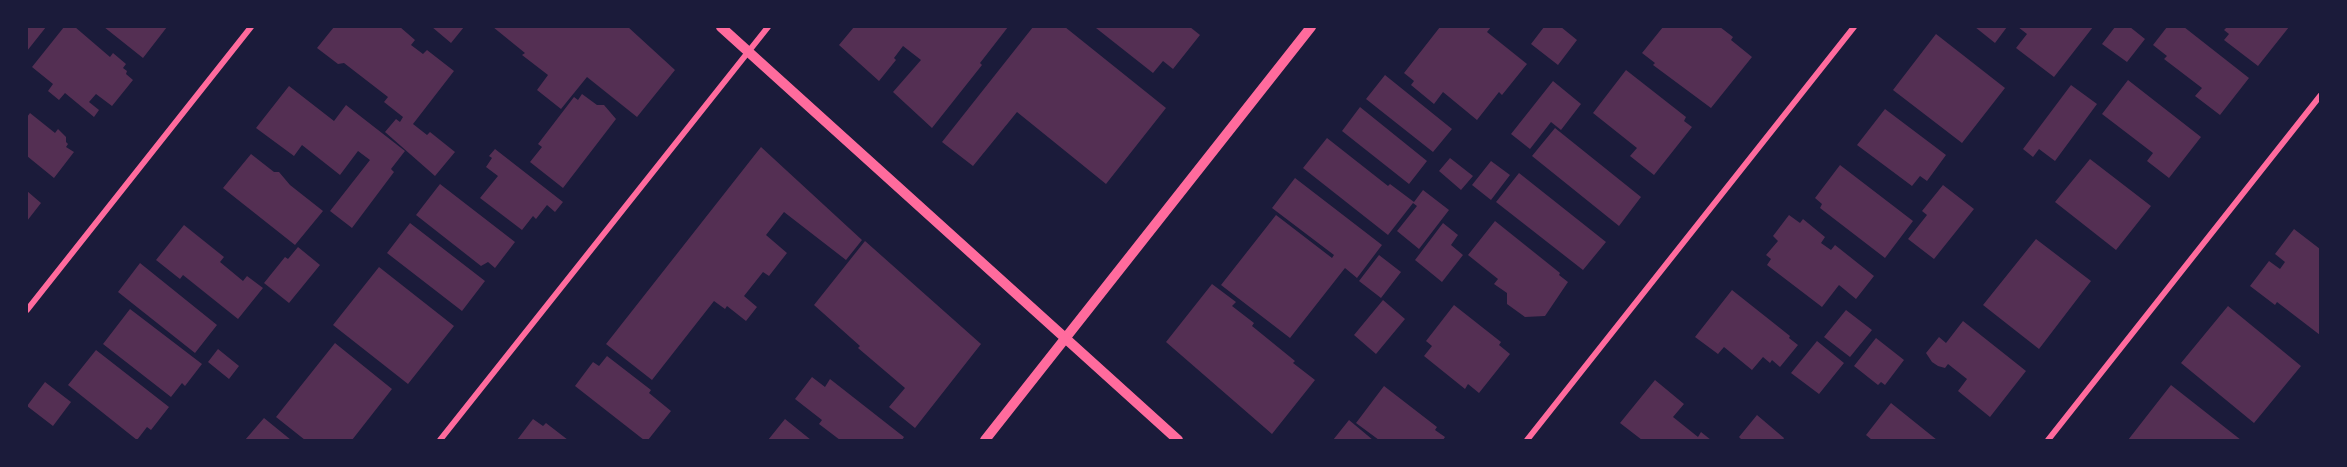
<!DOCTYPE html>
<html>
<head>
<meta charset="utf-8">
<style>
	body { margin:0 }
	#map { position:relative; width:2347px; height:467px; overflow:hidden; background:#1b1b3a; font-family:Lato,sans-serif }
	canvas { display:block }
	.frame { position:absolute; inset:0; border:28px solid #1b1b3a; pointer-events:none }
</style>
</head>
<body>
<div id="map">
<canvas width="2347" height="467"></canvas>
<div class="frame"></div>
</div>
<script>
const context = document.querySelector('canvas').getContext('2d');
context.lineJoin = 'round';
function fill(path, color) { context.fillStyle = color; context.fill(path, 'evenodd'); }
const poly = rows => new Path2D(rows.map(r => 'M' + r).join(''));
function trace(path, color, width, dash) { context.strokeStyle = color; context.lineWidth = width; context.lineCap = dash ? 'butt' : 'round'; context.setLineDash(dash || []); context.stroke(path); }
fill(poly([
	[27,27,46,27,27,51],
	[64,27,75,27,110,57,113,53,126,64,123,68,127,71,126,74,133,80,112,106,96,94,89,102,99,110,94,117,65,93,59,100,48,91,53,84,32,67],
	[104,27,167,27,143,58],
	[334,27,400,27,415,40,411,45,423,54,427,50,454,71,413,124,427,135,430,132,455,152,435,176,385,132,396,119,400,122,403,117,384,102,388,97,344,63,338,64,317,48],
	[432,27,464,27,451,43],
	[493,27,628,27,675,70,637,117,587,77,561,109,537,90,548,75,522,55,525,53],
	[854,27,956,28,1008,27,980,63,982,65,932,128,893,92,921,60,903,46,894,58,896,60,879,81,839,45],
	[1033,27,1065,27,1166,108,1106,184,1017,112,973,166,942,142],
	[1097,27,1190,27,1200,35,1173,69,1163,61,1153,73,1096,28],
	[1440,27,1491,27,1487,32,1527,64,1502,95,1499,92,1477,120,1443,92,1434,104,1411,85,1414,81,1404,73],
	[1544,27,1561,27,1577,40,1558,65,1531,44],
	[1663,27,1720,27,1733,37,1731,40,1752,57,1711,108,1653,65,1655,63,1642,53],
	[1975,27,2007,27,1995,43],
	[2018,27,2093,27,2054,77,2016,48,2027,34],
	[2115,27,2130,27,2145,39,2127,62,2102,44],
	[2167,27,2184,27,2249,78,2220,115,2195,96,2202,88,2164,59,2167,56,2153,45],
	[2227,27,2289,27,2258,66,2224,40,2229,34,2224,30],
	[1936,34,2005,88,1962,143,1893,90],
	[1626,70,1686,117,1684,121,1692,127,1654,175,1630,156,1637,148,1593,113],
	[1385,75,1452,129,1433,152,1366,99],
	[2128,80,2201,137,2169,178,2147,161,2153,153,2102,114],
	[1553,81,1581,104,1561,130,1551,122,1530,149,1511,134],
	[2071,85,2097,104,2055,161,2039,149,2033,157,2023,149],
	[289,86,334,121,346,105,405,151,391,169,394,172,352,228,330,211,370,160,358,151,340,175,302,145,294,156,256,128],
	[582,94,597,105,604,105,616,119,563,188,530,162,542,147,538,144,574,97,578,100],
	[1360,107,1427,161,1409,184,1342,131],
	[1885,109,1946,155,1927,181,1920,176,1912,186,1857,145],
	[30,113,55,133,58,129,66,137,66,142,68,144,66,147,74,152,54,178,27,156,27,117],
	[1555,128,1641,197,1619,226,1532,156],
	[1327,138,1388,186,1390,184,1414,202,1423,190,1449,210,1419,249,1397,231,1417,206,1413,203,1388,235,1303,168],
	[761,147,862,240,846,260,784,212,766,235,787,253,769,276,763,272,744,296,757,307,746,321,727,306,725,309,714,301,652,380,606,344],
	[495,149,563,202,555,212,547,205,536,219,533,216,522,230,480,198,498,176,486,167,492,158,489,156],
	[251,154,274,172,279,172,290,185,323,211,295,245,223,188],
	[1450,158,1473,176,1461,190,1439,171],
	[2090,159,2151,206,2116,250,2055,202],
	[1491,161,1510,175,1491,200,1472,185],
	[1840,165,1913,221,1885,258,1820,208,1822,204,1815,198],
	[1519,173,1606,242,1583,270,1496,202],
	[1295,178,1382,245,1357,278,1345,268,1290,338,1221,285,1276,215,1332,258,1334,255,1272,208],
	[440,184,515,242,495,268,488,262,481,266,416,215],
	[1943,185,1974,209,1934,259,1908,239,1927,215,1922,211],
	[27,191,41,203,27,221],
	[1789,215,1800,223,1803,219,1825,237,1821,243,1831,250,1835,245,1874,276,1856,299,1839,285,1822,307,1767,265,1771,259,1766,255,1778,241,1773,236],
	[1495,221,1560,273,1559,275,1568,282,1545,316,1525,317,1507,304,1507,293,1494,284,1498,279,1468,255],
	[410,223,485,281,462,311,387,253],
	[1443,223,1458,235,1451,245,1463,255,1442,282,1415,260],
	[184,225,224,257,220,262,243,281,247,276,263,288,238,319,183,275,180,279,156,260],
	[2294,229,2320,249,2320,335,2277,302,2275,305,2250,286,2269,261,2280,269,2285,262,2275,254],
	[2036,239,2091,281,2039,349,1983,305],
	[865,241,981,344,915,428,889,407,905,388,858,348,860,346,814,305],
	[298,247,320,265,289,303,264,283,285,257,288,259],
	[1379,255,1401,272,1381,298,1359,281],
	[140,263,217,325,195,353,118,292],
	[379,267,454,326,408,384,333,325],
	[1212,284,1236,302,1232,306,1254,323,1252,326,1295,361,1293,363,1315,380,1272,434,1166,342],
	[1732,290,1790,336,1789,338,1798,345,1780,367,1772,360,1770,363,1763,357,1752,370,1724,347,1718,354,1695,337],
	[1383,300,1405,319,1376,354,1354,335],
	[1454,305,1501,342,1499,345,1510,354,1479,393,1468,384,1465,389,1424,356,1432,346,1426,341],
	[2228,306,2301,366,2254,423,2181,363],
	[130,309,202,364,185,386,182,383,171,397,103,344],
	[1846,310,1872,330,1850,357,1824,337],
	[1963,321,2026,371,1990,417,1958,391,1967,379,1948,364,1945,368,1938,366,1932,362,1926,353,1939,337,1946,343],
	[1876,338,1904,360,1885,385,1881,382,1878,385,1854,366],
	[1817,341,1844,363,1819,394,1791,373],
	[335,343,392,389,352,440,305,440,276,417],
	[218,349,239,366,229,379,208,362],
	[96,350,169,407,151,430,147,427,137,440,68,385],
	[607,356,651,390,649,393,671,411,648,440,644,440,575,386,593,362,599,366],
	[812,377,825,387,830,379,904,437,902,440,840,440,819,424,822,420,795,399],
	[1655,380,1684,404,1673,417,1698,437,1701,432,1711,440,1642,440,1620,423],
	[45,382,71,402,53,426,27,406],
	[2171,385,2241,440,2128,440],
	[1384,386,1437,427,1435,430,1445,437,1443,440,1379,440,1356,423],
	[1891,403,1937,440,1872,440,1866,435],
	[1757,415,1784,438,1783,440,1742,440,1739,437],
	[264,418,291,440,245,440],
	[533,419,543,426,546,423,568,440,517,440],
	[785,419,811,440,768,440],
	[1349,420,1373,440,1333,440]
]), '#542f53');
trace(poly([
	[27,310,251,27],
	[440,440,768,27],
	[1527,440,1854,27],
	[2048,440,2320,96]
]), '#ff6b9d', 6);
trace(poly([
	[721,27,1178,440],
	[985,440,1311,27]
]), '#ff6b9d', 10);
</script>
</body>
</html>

* * * * *

- **REQUIRED WORK**
The word to look for is "canvas"; copy out every line of the entries that holds it.

- **WORKED SOLUTION**
	canvas { display:block }
<canvas width="2347" height="467"></canvas>
const context = document.querySelector('canvas').getContext('2d');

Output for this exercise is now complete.